▶ _WHAT THIS TASK INVOLVES_: From the listing below, copy only the lines running from the line that contains "Instruction: Read the" to the line that contains "Map reading. Convert", both included.
Start of SUPPLIED DATA
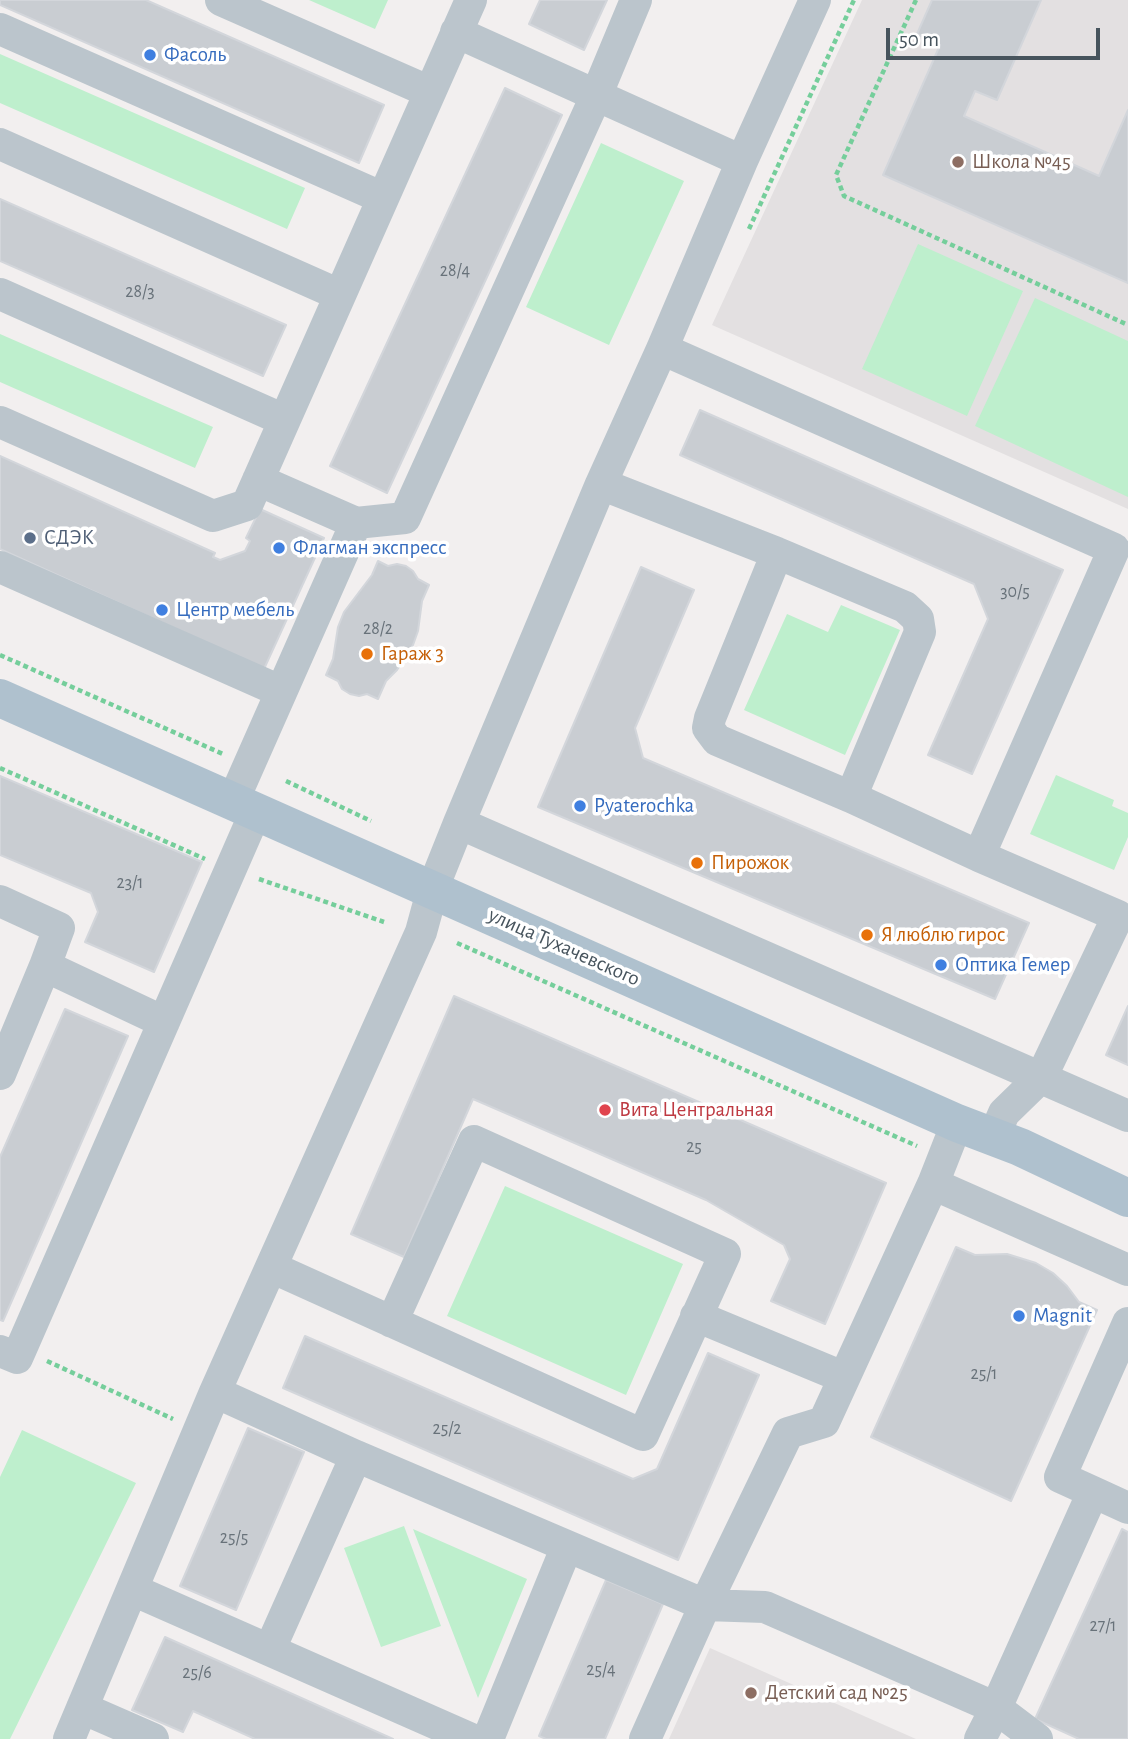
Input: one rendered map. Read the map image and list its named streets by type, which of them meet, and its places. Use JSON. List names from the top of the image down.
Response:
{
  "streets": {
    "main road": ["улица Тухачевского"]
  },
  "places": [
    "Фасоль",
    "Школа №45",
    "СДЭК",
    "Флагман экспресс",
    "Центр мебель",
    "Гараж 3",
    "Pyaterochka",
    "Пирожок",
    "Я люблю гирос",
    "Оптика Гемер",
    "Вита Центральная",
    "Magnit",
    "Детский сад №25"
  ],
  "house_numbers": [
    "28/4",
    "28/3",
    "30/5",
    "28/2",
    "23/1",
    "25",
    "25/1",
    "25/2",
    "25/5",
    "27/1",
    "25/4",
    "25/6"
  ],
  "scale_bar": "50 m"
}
End of SUPPLIED DATA
Start of SUPPLIED DATA
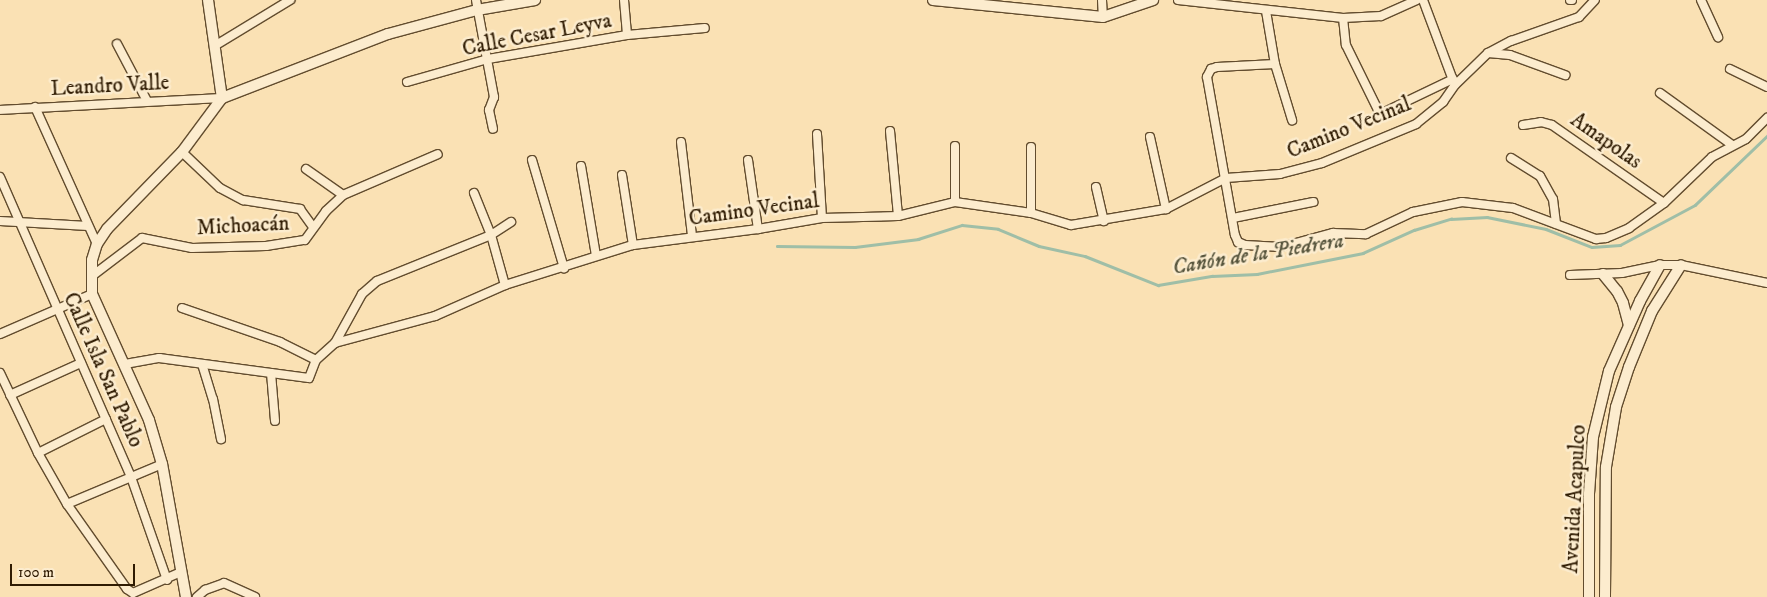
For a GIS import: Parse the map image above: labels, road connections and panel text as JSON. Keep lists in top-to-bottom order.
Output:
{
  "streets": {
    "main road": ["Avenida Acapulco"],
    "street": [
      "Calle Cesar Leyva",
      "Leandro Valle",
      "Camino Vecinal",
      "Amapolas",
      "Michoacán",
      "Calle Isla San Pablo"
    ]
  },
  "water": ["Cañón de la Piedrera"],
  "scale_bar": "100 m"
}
End of SUPPLIED DATA
Start of SUPPLIED DATA
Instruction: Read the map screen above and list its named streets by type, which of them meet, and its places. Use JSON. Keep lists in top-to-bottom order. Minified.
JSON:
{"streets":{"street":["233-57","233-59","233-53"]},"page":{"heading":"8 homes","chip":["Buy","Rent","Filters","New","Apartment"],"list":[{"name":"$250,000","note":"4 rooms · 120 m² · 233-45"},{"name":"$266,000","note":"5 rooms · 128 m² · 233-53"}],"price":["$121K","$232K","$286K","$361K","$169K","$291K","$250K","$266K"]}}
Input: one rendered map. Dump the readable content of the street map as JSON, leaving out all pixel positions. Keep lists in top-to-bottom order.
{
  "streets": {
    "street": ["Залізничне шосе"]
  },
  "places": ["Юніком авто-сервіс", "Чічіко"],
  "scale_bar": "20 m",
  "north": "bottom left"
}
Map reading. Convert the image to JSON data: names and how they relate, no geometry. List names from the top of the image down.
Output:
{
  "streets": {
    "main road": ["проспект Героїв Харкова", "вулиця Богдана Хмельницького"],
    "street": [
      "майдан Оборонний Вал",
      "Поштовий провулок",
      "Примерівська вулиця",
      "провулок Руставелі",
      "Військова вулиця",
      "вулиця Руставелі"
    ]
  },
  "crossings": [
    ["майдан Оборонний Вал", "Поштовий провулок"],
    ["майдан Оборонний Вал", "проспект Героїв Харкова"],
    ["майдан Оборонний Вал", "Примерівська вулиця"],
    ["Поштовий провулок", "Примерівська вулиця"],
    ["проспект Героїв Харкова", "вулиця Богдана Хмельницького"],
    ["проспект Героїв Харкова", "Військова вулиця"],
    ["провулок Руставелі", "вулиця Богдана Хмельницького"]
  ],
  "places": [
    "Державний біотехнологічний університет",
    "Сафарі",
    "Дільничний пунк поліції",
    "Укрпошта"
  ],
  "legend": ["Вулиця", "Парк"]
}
End of SUPPLIED DATA
▶ _EXERCISE ANSWER_:
Instruction: Read the map screen above and list its named streets by type, which of them meet, and its places. Use JSON. Keep lists in top-to-bottom order. Minified.
JSON:
{"streets":{"street":["233-57","233-59","233-53"]},"page":{"heading":"8 homes","chip":["Buy","Rent","Filters","New","Apartment"],"list":[{"name":"$250,000","note":"4 rooms · 120 m² · 233-45"},{"name":"$266,000","note":"5 rooms · 128 m² · 233-53"}],"price":["$121K","$232K","$286K","$361K","$169K","$291K","$250K","$266K"]}}
Input: one rendered map. Dump the readable content of the street map as JSON, leaving out all pixel positions. Keep lists in top-to-bottom order.
{
  "streets": {
    "street": ["Залізничне шосе"]
  },
  "places": ["Юніком авто-сервіс", "Чічіко"],
  "scale_bar": "20 m",
  "north": "bottom left"
}
Map reading. Convert the image to JSON data: names and how they relate, no geometry. List names from the top of the image down.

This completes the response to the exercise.